▶ _ASSIGNMENT_
Scan the entries for "names". Every line that holds it is to be copied.

▶ _RECORDS TO PROCESS_
^^^^^^^^^^^^^^^^

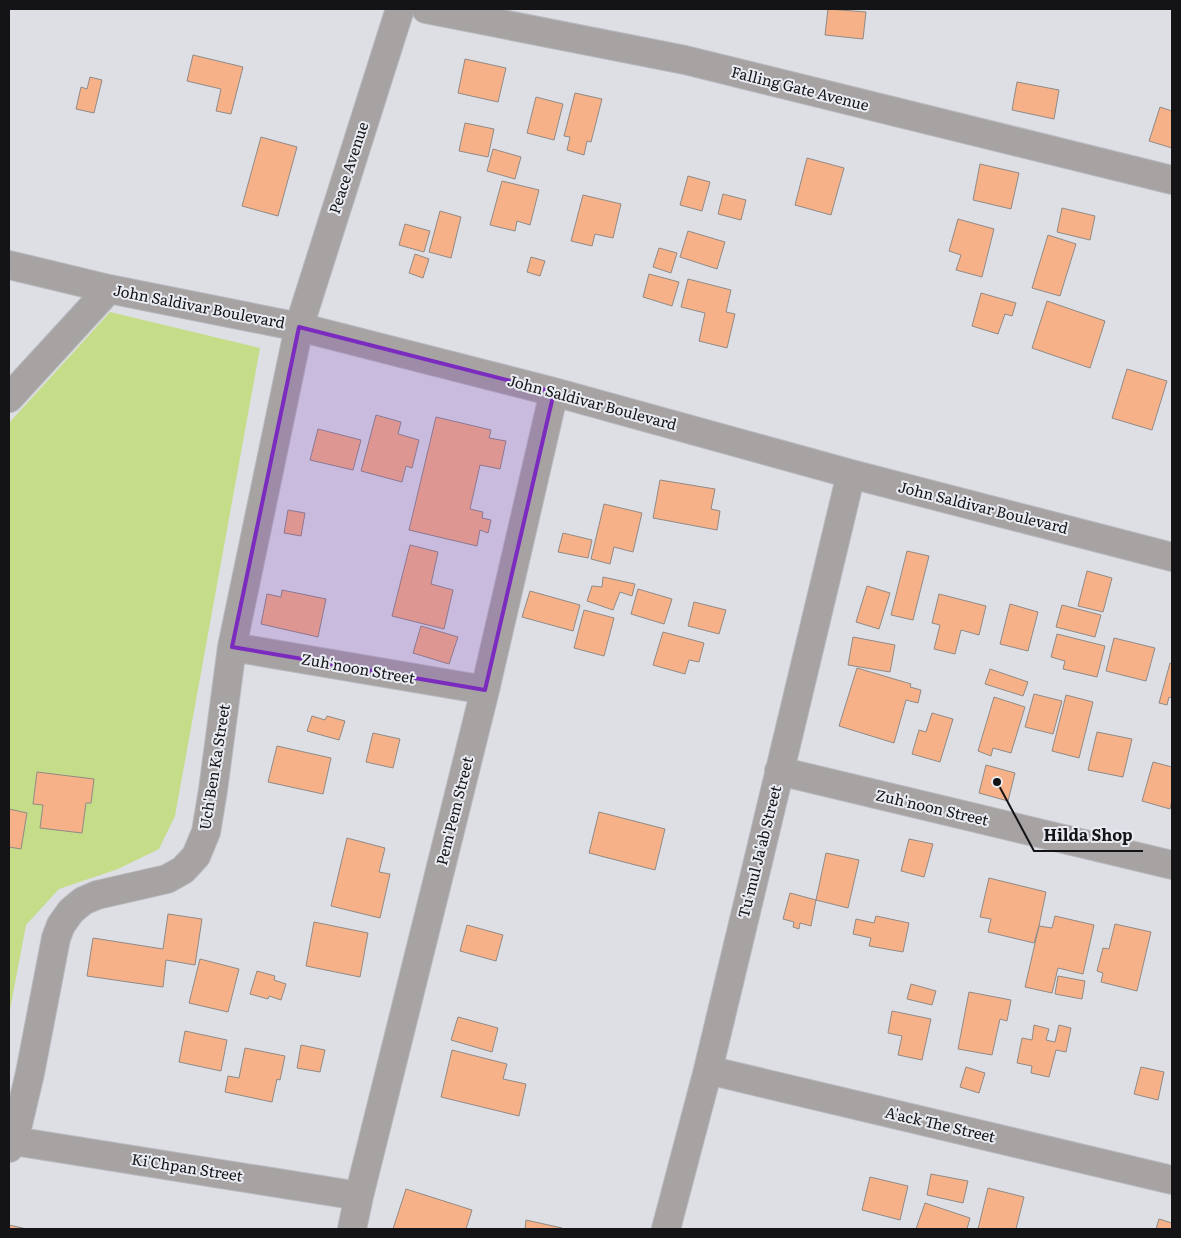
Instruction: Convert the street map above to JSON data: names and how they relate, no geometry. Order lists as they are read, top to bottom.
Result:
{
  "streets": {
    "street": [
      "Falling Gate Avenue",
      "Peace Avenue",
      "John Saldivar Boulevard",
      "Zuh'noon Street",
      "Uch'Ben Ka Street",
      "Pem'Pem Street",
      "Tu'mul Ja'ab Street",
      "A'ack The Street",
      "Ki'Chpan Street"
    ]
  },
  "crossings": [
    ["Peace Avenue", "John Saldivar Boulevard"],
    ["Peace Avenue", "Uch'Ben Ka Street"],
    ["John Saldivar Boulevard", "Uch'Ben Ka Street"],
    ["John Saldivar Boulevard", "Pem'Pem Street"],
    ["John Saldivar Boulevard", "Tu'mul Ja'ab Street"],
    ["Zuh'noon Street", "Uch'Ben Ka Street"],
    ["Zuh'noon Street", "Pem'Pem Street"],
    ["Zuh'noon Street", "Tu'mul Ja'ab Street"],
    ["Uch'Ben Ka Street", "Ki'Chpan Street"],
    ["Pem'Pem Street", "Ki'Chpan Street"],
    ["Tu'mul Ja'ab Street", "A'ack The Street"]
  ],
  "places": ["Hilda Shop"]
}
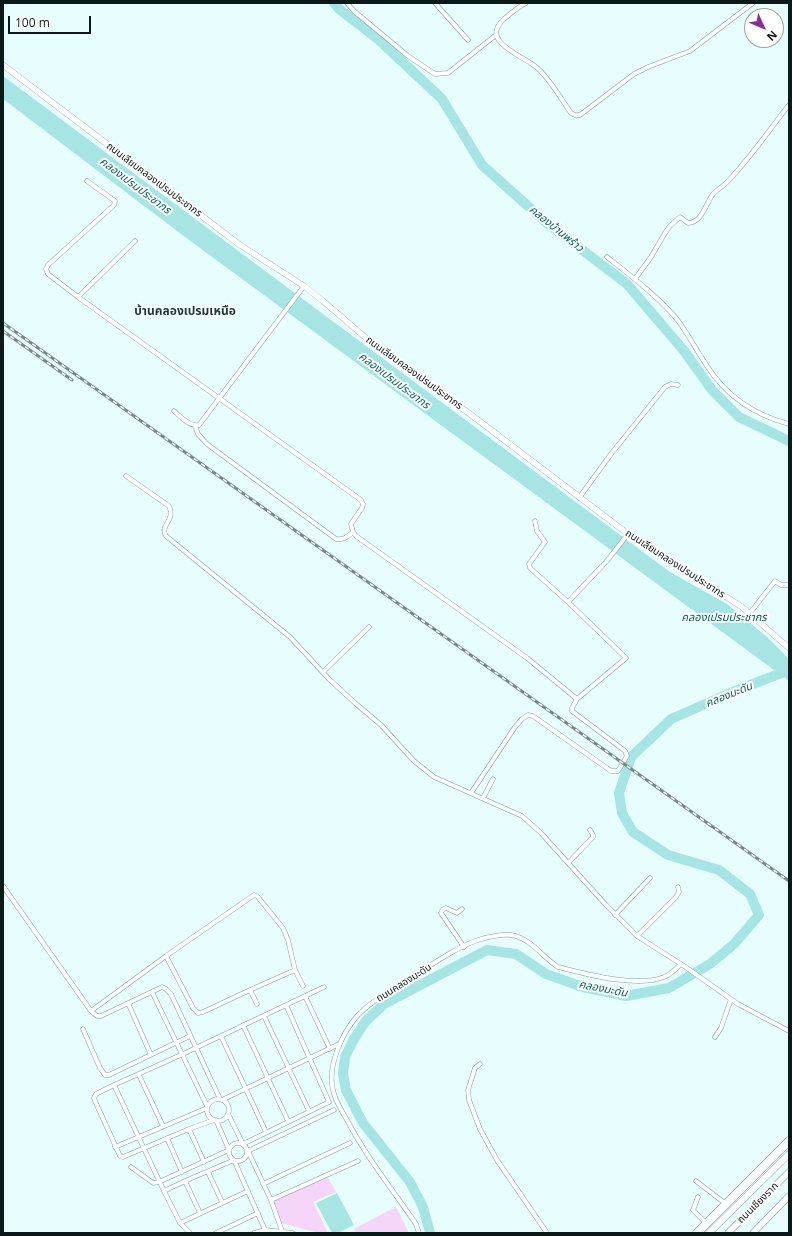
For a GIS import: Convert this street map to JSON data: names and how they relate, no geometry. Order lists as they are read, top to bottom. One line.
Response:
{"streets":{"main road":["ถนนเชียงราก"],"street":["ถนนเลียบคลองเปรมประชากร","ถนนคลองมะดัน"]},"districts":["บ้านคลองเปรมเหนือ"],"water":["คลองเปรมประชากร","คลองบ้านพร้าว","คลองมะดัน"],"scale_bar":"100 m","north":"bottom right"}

^^^^^^^^^^^^^^^^

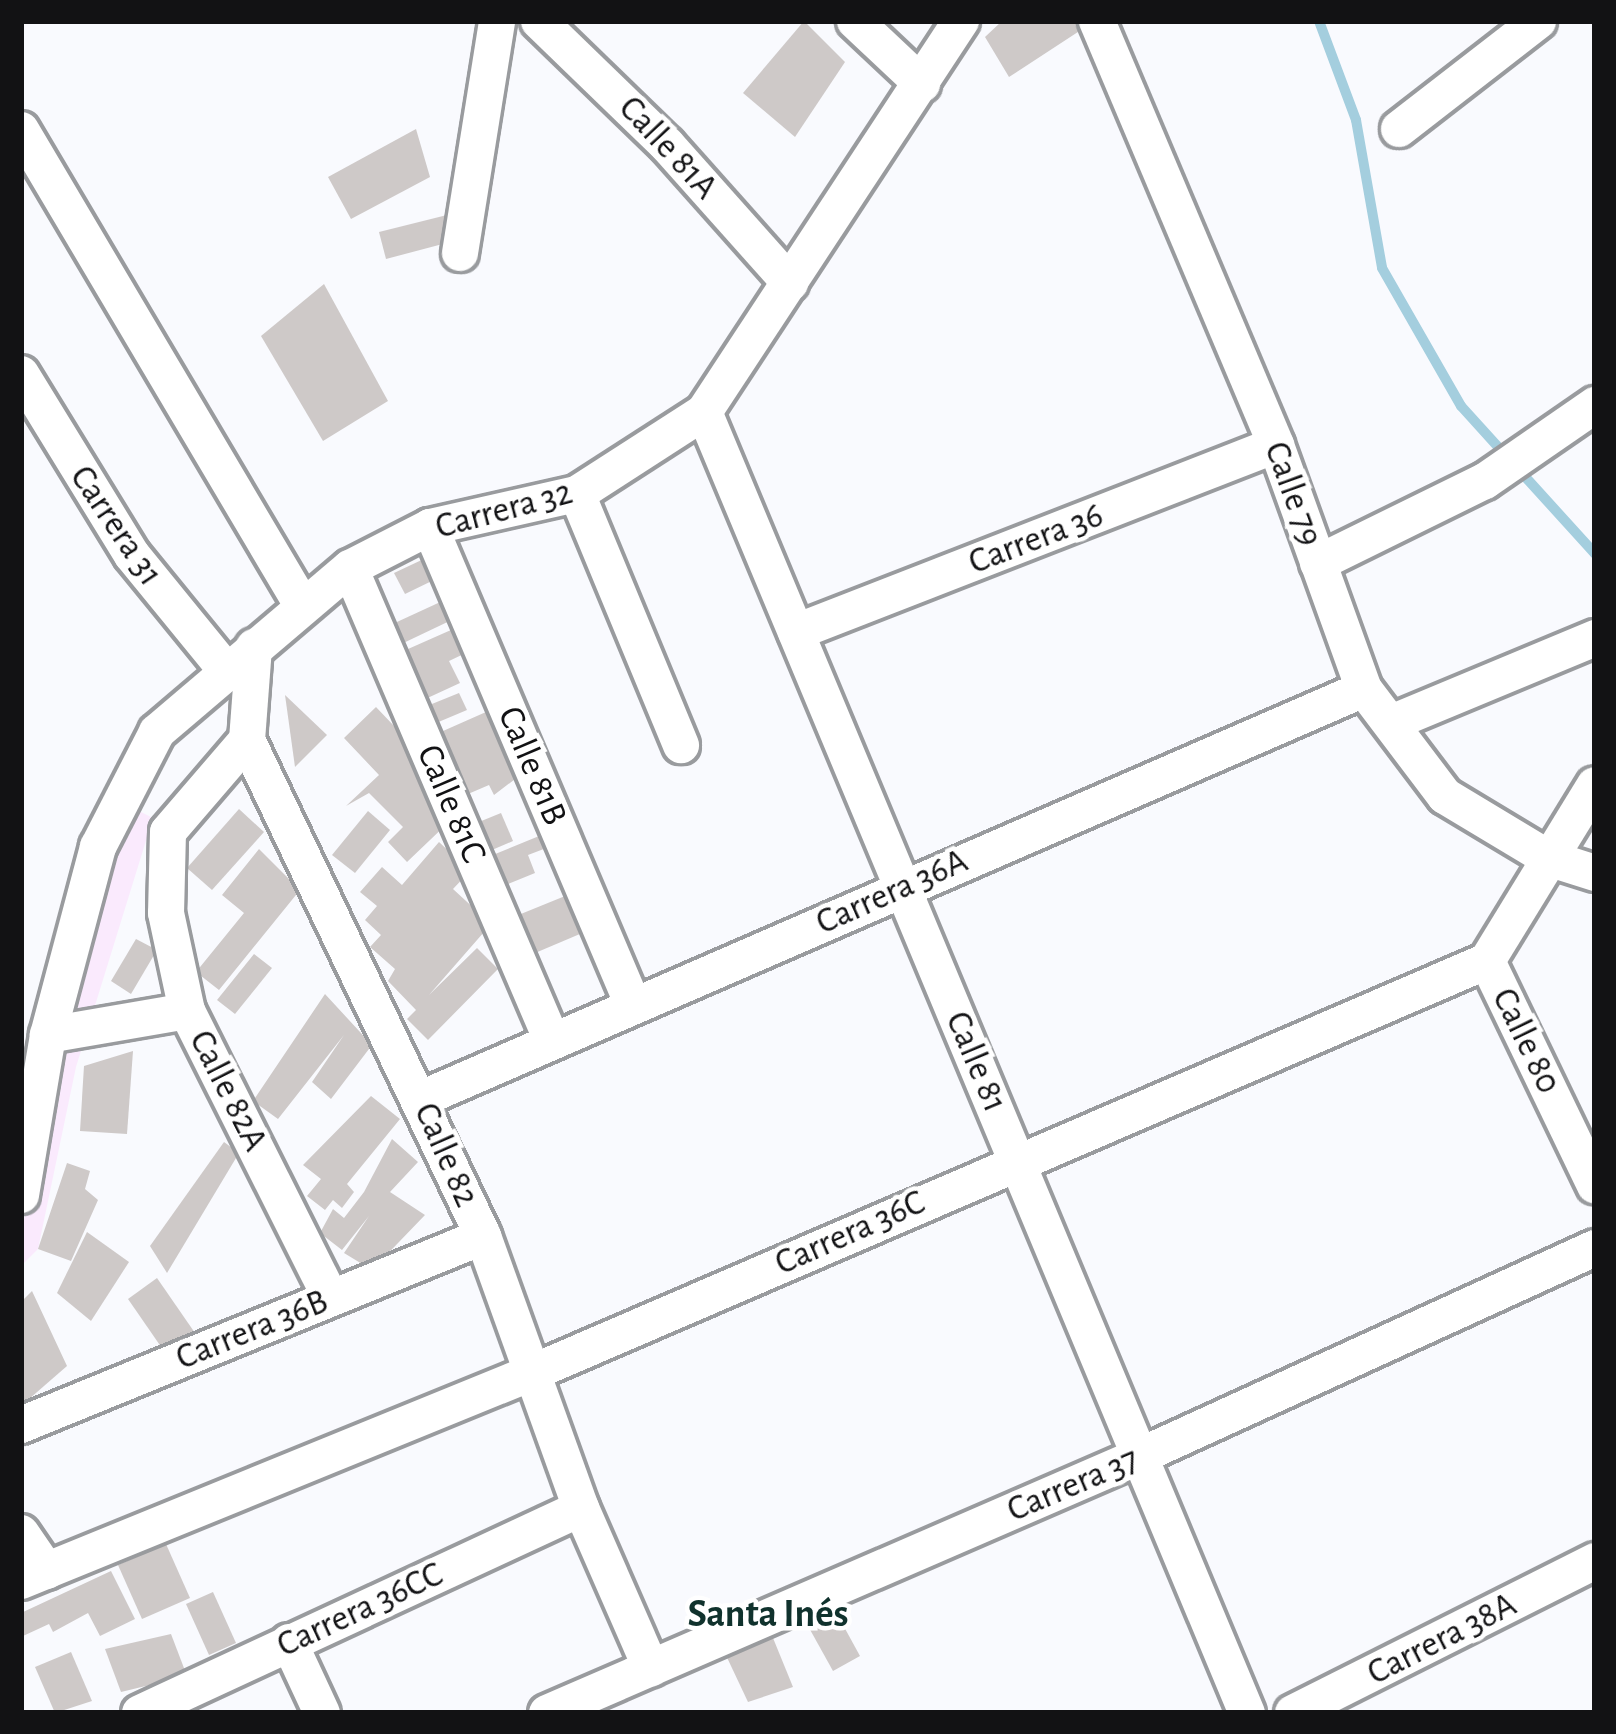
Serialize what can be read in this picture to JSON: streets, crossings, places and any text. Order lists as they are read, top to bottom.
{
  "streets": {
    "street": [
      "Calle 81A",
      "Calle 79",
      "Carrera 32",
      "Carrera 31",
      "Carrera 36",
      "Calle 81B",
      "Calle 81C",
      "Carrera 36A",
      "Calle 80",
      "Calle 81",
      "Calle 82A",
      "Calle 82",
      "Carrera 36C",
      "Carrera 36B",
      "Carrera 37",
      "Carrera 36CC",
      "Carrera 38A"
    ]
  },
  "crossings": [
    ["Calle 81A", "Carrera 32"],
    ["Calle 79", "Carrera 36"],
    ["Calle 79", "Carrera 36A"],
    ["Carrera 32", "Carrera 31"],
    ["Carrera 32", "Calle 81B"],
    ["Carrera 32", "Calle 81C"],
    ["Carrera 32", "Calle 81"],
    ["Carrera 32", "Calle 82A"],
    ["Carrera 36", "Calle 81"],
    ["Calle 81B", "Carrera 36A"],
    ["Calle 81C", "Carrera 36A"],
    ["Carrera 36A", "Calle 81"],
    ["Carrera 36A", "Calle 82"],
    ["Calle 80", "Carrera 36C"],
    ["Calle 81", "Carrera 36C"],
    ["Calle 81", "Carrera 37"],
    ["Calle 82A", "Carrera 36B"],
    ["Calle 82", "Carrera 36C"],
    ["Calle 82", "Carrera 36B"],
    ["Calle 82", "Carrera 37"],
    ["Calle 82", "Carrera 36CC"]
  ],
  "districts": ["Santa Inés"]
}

^^^^^^^^^^^^^^^^

▶ _SOLUTION TO THIS PROBLEM_
Instruction: Convert the street map above to JSON data: names and how they relate, no geometry. Order lists as they are read, top to bottom.
For a GIS import: Convert this street map to JSON data: names and how they relate, no geometry. Order lists as they are read, top to bottom. One line.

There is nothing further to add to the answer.